As Russia struggles to maintain an air of normalcy over one year into the global pandemic, the threat of a new coronavirus wave looms over the country’s metropolitan centers.
Reuters’ coronavirus tracker estimates that just under 80,000,000 doses of coronavirus vaccines were administered in Russia. Assuming every person needs two doses, this means that no more than 30 percent of the population is vaccinated according to the latest publicly available data. There have been 6.75 million recorded coronavirus cases in Russia, with an associated death toll of around 180,000.
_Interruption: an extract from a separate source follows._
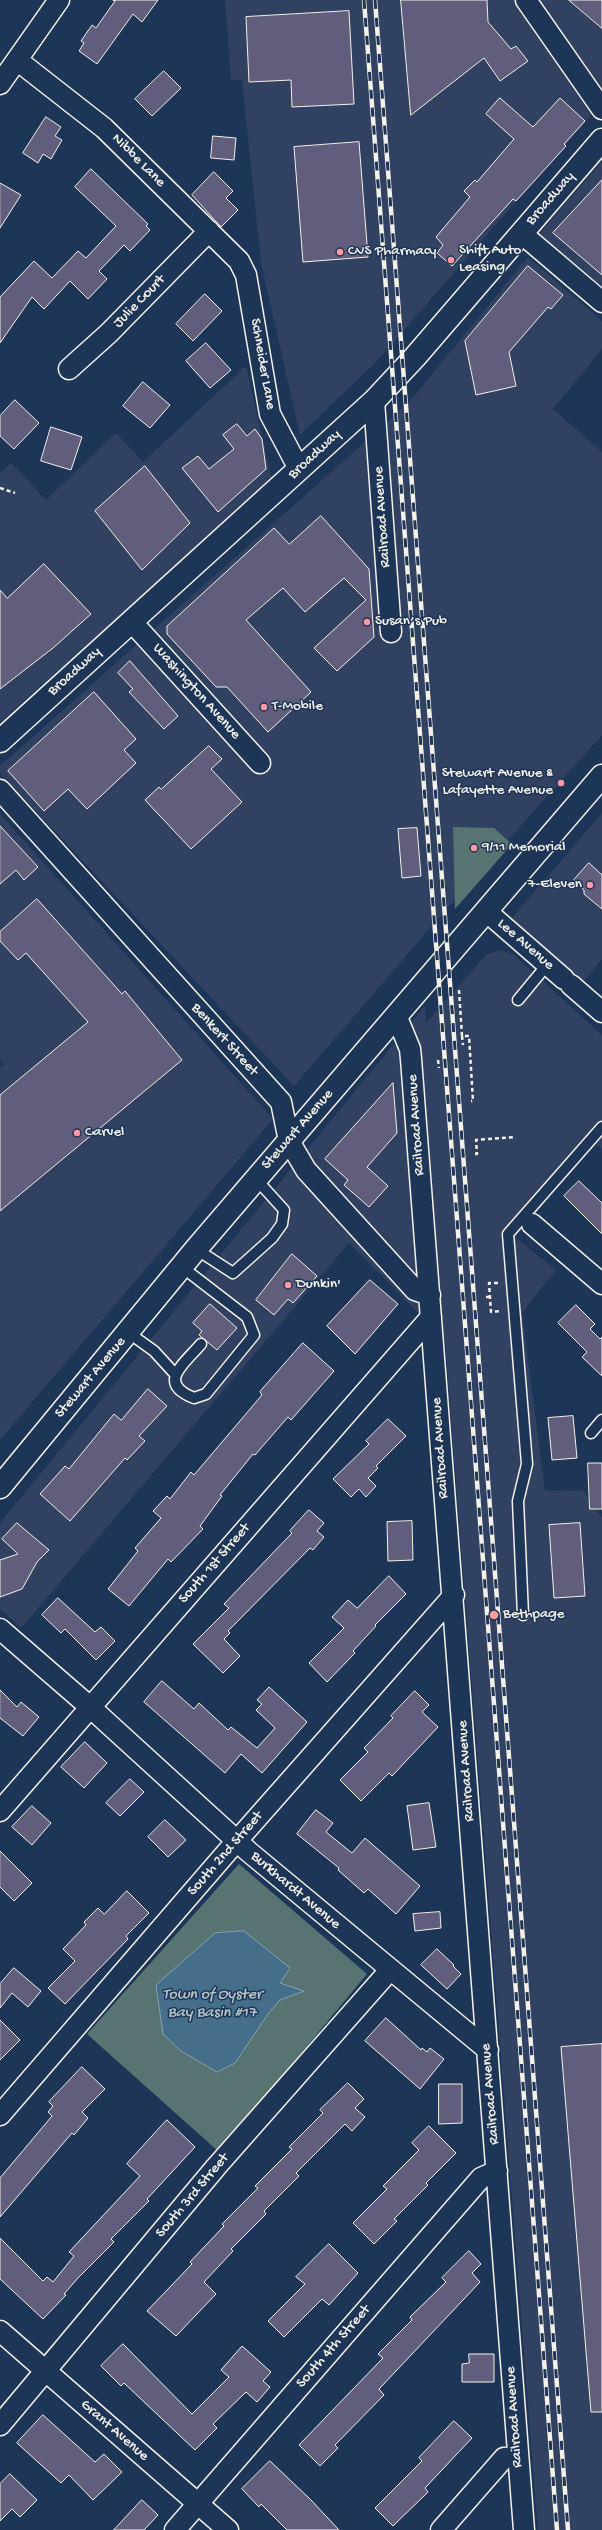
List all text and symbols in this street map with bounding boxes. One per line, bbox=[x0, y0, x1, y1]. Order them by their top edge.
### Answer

Russia’s Defense Ministry reported earlier this week that the country’s lowest coronavirus mortality rate is in the Armed Forces, citing the military’s sophisticated network of telemedicine consulting and sixteen newly created mobile technical units. For the military, as well as large swathes of Russia’s public service and around 60 percent of Moscow’s service sector, vaccination is mandatory. But there is research to suggest that vaccine hesitancy remains high among the general population despite the Kremlin’s ongoing public relations campaign to encourage nationwide mass vaccinations. According to survey data provided by the Levada Center, Russia’s vaccine hesitancy rates are among the highest in the world. Among those who say they are not ready to get vaccinated, a plurality are concerned with potential side effects and as many as 41 percent say that they will not get vaccinated under any circumstances. From recipients using prosthetic arms to dodge the jab to reports of a sprawling black market for forged vaccination certificates, Russian vaccine detractors are employing a wide-ranging set of countermeasures to bypass vaccination requirements. Russian President Vladimir Putin has regularly encouraged all Russians to get the shot but does not support a compulsory national vaccination mandate, saying earlier this summer that such a measure would be “counterproductive.”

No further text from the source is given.